Stored items:
_ _ _ _ _
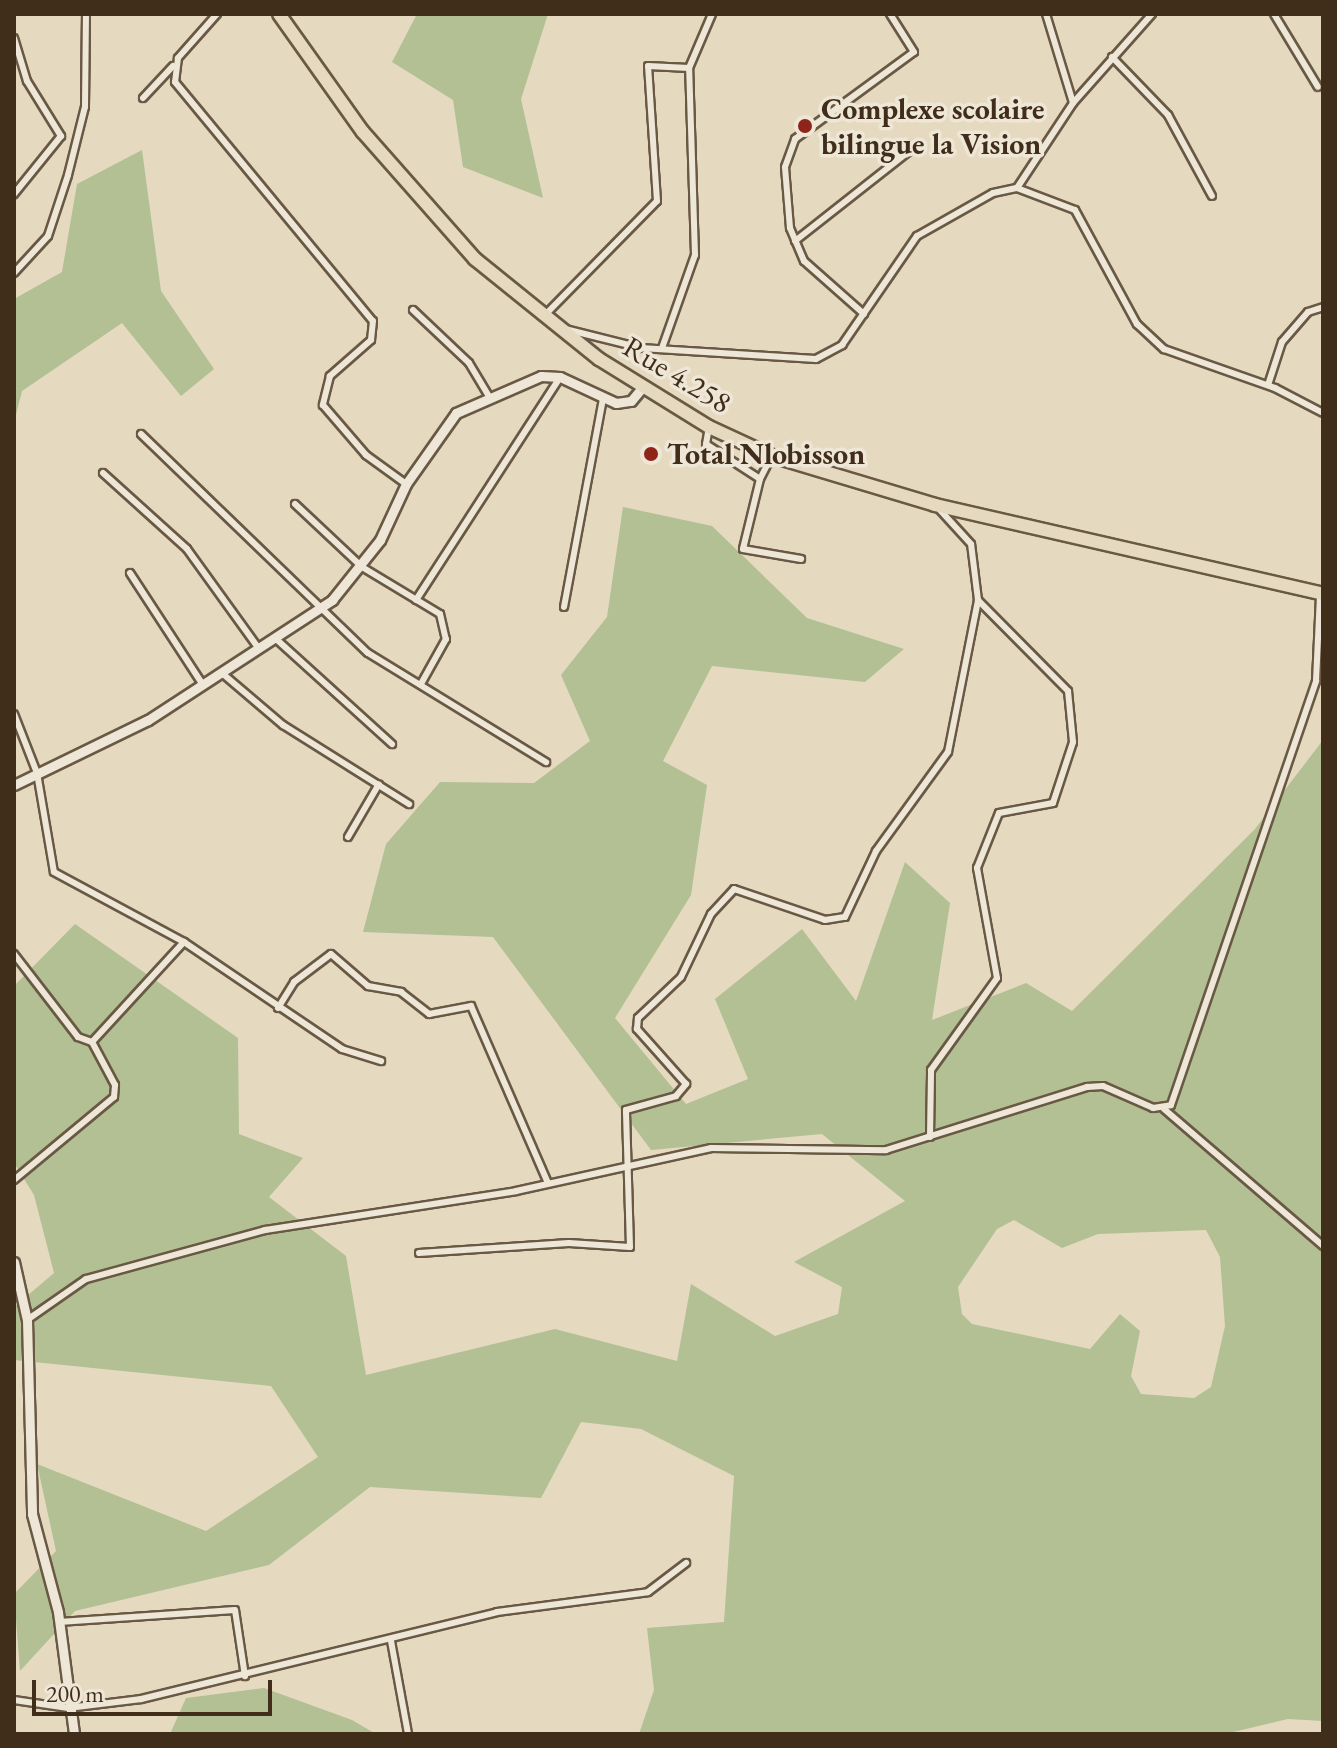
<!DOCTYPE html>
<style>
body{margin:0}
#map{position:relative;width:1337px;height:1748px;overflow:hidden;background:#e5d9c0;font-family:"EB Garamond",serif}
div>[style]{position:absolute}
.green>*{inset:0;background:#b2c094}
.roads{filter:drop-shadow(2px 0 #695944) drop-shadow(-2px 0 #695944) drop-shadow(0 2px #695944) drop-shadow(0 -2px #695944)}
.street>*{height:6px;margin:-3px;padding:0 3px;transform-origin:3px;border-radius:3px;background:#eee6d6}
.secondary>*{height:9px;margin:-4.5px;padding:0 4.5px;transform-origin:4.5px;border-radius:4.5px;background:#eee6d6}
.highway>*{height:12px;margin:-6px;padding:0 6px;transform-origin:6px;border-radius:6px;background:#e5d9c0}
.dots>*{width:22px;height:22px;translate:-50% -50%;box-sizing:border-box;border:4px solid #eee6d6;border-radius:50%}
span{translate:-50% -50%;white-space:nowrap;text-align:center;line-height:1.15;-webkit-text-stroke:7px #eee6d6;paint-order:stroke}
.poi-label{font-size:30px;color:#402e1a;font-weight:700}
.left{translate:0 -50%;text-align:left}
.street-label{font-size:30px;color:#402e1a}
.frame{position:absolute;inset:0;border:16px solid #402e1a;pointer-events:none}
.scale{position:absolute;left:32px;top:1680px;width:240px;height:36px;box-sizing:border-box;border:4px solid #402e1a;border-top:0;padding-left:10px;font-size:24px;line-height:28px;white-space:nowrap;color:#402e1a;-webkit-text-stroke:6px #eee6d6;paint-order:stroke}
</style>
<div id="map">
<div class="green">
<i style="clip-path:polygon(417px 14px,548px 14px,521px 99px,543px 198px,463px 167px,453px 100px,392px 62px)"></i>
<i style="clip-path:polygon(142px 150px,161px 291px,214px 369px,181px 396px,122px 323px,22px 391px,14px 423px,14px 299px,62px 272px,77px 184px)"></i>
<i style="clip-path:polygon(evenodd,623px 507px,712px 526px,807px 618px,904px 649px,865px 682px,712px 666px,663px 761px,707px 785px,691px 895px,615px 1018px,686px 1104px,748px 1079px,715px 999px,802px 929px,856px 1001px,905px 862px,950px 903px,932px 1020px,1026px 983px,1072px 1011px,1255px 829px,1323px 740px,1323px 1721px,1288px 1719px,1225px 1734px,639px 1734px,654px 1690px,647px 1628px,724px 1622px,734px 1476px,641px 1429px,581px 1422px,541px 1498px,370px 1487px,269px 1565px,75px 1611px,20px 1671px,14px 1594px,56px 1551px,37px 1464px,206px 1531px,318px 1457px,271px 1386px,14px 1360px,14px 1307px,54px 1273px,34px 1195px,14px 1163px,14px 986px,75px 924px,238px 1038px,239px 1134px,303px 1158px,269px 1197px,346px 1256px,366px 1375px,555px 1329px,677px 1361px,691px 1284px,775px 1336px,838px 1314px,842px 1287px,794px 1262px,905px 1201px,822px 1134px,651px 1150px,493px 937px,363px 932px,386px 844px,440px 782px,534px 783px,590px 741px,561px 675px,607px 617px,623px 507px,1014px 1220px,1062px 1248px,1098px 1234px,1206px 1230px,1220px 1257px,1225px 1326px,1211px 1387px,1194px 1398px,1141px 1394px,1131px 1376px,1140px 1331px,1120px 1314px,1090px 1349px,972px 1324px,962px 1314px,958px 1287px,997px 1229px,1014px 1220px)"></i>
<i style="clip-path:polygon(264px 1688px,352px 1720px,376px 1734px,170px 1734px,186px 1698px)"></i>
</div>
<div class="roads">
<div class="street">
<i style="left:217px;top:14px;width:59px;rotate:131.6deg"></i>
<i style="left:178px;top:58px;width:24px;rotate:97deg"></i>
<i style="left:175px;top:82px;width:310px;rotate:50.4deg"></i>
<i style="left:373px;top:321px;width:19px;rotate:96deg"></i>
<i style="left:371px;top:340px;width:55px;rotate:138.7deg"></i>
<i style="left:330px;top:376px;width:30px;rotate:104deg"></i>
<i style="left:323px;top:405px;width:66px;rotate:49.3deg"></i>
<i style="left:366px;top:455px;width:49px;rotate:35.9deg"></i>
<i style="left:1046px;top:14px;width:93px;rotate:73.1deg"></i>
<i style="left:1274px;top:14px;width:85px;rotate:58.9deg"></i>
<i style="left:14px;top:38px;width:45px;rotate:73.2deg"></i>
<i style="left:27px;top:81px;width:65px;rotate:58.3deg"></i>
<i style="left:61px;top:136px;width:75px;rotate:129deg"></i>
<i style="left:1112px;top:57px;width:81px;rotate:46deg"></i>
<i style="left:1168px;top:115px;width:92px;rotate:61.5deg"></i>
<i style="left:143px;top:98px;width:44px;rotate:-46.8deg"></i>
<i style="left:1017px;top:188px;width:102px;rotate:-56.6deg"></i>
<i style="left:1073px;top:103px;width:119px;rotate:-48.4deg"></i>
<i style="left:795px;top:241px;width:155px;rotate:-38.2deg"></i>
<i style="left:14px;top:273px;width:50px;rotate:-47.4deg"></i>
<i style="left:48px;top:236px;width:64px;rotate:-71.8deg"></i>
<i style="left:68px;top:175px;width:70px;rotate:-76deg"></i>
<i style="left:85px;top:107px;width:93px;rotate:-89.4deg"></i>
<i style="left:413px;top:310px;width:77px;rotate:43.4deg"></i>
<i style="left:469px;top:363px;width:39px;rotate:59deg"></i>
<i style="left:864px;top:314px;width:80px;rotate:-138.5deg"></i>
<i style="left:804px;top:261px;width:36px;rotate:-113deg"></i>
<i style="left:790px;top:228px;width:61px;rotate:-94.7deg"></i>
<i style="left:785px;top:167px;width:30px;rotate:-70deg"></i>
<i style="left:795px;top:139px;width:147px;rotate:-36.2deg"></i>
<i style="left:914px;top:52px;width:45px;rotate:-122.3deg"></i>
<i style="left:544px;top:316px;width:161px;rotate:-45.5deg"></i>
<i style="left:657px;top:201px;width:135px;rotate:-93.8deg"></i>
<i style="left:648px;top:66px;width:41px;rotate:2.8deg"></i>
<i style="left:565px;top:329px;width:78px;rotate:14deg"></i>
<i style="left:641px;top:348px;width:175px;rotate:3.6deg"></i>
<i style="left:816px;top:359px;width:30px;rotate:-28deg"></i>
<i style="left:842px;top:345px;width:132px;rotate:-55.5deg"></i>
<i style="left:917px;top:236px;width:87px;rotate:-29.5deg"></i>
<i style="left:993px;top:193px;width:25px;rotate:-12deg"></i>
<i style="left:1017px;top:188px;width:62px;rotate:20.8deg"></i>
<i style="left:1075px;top:210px;width:130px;rotate:61.5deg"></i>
<i style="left:1137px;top:324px;width:37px;rotate:43deg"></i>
<i style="left:1164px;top:349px;width:118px;rotate:19.4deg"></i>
<i style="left:1275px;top:388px;width:54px;rotate:27.5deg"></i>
<i style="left:662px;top:348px;width:99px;rotate:-70.5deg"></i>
<i style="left:695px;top:255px;width:187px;rotate:-91.8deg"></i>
<i style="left:689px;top:68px;width:59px;rotate:-66.9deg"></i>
<i style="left:1268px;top:385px;width:45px;rotate:-72deg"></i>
<i style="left:1282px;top:342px;width:40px;rotate:-49deg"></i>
<i style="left:1308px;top:312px;width:16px;rotate:-18deg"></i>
<i style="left:709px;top:427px;width:17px;rotate:100deg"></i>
<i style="left:706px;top:444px;width:64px;rotate:32.9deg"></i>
<i style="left:760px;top:479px;width:72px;rotate:103.7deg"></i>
<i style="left:743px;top:549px;width:59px;rotate:9.8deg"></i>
<i style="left:141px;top:434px;width:315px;rotate:44deg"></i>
<i style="left:368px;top:653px;width:209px;rotate:31.5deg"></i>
<i style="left:103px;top:473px;width:113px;rotate:42.1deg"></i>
<i style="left:187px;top:549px;width:123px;rotate:54.2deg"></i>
<i style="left:760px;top:479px;width:25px;rotate:-63deg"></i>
<i style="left:295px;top:504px;width:92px;rotate:43.2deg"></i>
<i style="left:362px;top:567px;width:91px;rotate:31.1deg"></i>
<i style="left:440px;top:614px;width:26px;rotate:77deg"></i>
<i style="left:446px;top:639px;width:51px;rotate:119.1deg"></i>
<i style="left:130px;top:573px;width:134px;rotate:56.9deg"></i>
<i style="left:416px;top:600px;width:265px;rotate:-57.1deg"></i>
<i style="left:564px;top:607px;width:212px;rotate:-79.4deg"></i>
<i style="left:275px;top:638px;width:158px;rotate:42.2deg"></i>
<i style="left:223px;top:674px;width:79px;rotate:40.4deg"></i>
<i style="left:283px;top:725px;width:149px;rotate:32.1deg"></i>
<i style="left:14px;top:714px;width:63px;rotate:68.7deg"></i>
<i style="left:37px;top:773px;width:100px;rotate:80.3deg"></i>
<i style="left:54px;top:872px;width:148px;rotate:28.3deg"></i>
<i style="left:348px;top:837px;width:61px;rotate:-59.7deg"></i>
<i style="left:14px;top:954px;width:105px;rotate:52.4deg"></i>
<i style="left:78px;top:1037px;width:15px;rotate:20deg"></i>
<i style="left:278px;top:1008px;width:31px;rotate:-58deg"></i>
<i style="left:294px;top:982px;width:46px;rotate:-37.1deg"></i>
<i style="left:331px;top:954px;width:49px;rotate:40.9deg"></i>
<i style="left:368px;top:986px;width:34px;rotate:10deg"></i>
<i style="left:401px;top:992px;width:36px;rotate:38deg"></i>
<i style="left:429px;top:1014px;width:43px;rotate:-10.8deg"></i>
<i style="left:471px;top:1006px;width:193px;rotate:66.5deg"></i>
<i style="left:1164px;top:1109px;width:210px;rotate:40.7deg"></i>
<i style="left:930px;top:1137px;width:67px;rotate:-89.1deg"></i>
<i style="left:931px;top:1070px;width:113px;rotate:-54.3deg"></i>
<i style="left:997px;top:978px;width:112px;rotate:-100.3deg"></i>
<i style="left:977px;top:868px;width:59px;rotate:-68.2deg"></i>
<i style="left:999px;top:813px;width:55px;rotate:-10.5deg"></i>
<i style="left:1053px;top:803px;width:64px;rotate:-71.8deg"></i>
<i style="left:1073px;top:742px;width:51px;rotate:-95.6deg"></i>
<i style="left:1068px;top:691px;width:128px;rotate:-134.7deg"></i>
<i style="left:14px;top:1180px;width:130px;rotate:-39.7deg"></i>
<i style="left:114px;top:1097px;width:12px;rotate:-85deg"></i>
<i style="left:115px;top:1085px;width:49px;rotate:-118.1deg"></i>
<i style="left:92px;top:1042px;width:136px;rotate:-47.4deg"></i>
<i style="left:184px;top:942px;width:191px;rotate:34.1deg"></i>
<i style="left:342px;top:1049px;width:41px;rotate:17.1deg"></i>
<i style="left:419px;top:1253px;width:150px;rotate:-3.8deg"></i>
<i style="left:569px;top:1243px;width:61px;rotate:3.8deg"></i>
<i style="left:630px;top:1247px;width:137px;rotate:-91.7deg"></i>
<i style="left:626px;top:1110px;width:52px;rotate:-15.6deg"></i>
<i style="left:676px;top:1096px;width:16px;rotate:-50deg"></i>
<i style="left:686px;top:1084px;width:74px;rotate:-131.7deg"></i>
<i style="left:637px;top:1029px;width:11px;rotate:-85deg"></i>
<i style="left:638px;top:1018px;width:59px;rotate:-43.6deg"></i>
<i style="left:681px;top:977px;width:70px;rotate:-64.5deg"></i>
<i style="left:711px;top:914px;width:34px;rotate:-47deg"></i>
<i style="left:734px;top:889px;width:96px;rotate:18.8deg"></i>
<i style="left:825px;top:920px;width:20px;rotate:-9deg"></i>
<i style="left:845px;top:917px;width:73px;rotate:-64.8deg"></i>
<i style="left:876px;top:851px;width:122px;rotate:-54deg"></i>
<i style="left:948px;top:752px;width:155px;rotate:-78.8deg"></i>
<i style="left:978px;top:600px;width:56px;rotate:-97.1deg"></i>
<i style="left:971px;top:544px;width:46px;rotate:-132.4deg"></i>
<i style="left:27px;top:1320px;width:72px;rotate:-34.8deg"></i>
<i style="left:86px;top:1279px;width:186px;rotate:-15.3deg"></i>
<i style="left:265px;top:1230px;width:254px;rotate:-8.8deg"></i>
<i style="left:516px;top:1191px;width:200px;rotate:-12.4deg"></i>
<i style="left:711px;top:1148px;width:175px;rotate:0.7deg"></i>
<i style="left:886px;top:1150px;width:211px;rotate:-17.4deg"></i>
<i style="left:1087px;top:1087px;width:16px;rotate:-4deg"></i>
<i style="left:1103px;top:1086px;width:55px;rotate:23.7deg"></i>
<i style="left:1153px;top:1108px;width:18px;rotate:-9deg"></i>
<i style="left:1171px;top:1105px;width:448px;rotate:-71.1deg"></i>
<i style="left:1316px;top:681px;width:86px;rotate:-87.3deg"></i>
<i style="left:59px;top:1622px;width:176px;rotate:-3.9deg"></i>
<i style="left:235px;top:1610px;width:67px;rotate:81.4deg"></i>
<i style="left:391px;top:1641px;width:95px;rotate:79.6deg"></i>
<i style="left:14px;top:1700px;width:55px;rotate:8.4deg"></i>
<i style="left:68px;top:1708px;width:74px;rotate:-7deg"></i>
<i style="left:141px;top:1699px;width:366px;rotate:-13.7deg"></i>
<i style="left:497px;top:1612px;width:152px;rotate:-7.5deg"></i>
<i style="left:648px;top:1592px;width:48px;rotate:-37.3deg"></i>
</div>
<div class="secondary">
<i style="left:14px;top:785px;width:149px;rotate:-25.9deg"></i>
<i style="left:148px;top:720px;width:220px;rotate:-33.1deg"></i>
<i style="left:332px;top:600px;width:77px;rotate:-51.3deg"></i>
<i style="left:380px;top:540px;width:62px;rotate:-65.1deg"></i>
<i style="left:406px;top:484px;width:87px;rotate:-54.8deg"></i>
<i style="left:456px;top:413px;width:93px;rotate:-23.5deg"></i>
<i style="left:541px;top:376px;width:19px;rotate:3deg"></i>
<i style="left:560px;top:377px;width:62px;rotate:24.9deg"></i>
<i style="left:616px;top:403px;width:15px;rotate:-8deg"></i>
<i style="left:631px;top:401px;width:17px;rotate:-50deg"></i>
<i style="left:14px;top:1262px;width:59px;rotate:77.4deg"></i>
<i style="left:27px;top:1320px;width:194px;rotate:88.5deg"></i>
<i style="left:32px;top:1514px;width:101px;rotate:75.1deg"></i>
<i style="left:58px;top:1612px;width:123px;rotate:82.5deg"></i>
</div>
<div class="highway">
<i style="left:279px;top:14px;width:145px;rotate:54.6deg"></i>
<i style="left:363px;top:132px;width:169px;rotate:48.6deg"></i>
<i style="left:475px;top:259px;width:159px;rotate:38.9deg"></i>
<i style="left:599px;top:359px;width:129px;rotate:31.7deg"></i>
<i style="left:709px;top:427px;width:69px;rotate:24.7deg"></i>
<i style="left:772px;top:456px;width:170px;rotate:16.7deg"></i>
<i style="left:935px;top:505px;width:398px;rotate:12.9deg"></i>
</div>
</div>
<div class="dots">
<i style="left:805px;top:126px;background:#8f2418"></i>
<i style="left:651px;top:454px;background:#8f2418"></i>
</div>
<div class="poi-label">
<span class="left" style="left:821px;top:126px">Complexe scolaire<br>bilingue la Vision</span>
<span class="left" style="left:667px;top:454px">Total Nlobisson</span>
</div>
<div class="street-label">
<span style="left:677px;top:375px;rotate:31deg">Rue 4.258</span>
</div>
<div class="frame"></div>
<div class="scale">200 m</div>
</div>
_ _ _ _ _
**YOUR INSTRUCTIONS**
Note down each line above where the word "roads" occurs.

**SOLUTION TO THE PROBLEM**
.roads{filter:drop-shadow(2px 0 #695944) drop-shadow(-2px 0 #695944) drop-shadow(0 2px #695944) drop-shadow(0 -2px #695944)}
<div class="roads">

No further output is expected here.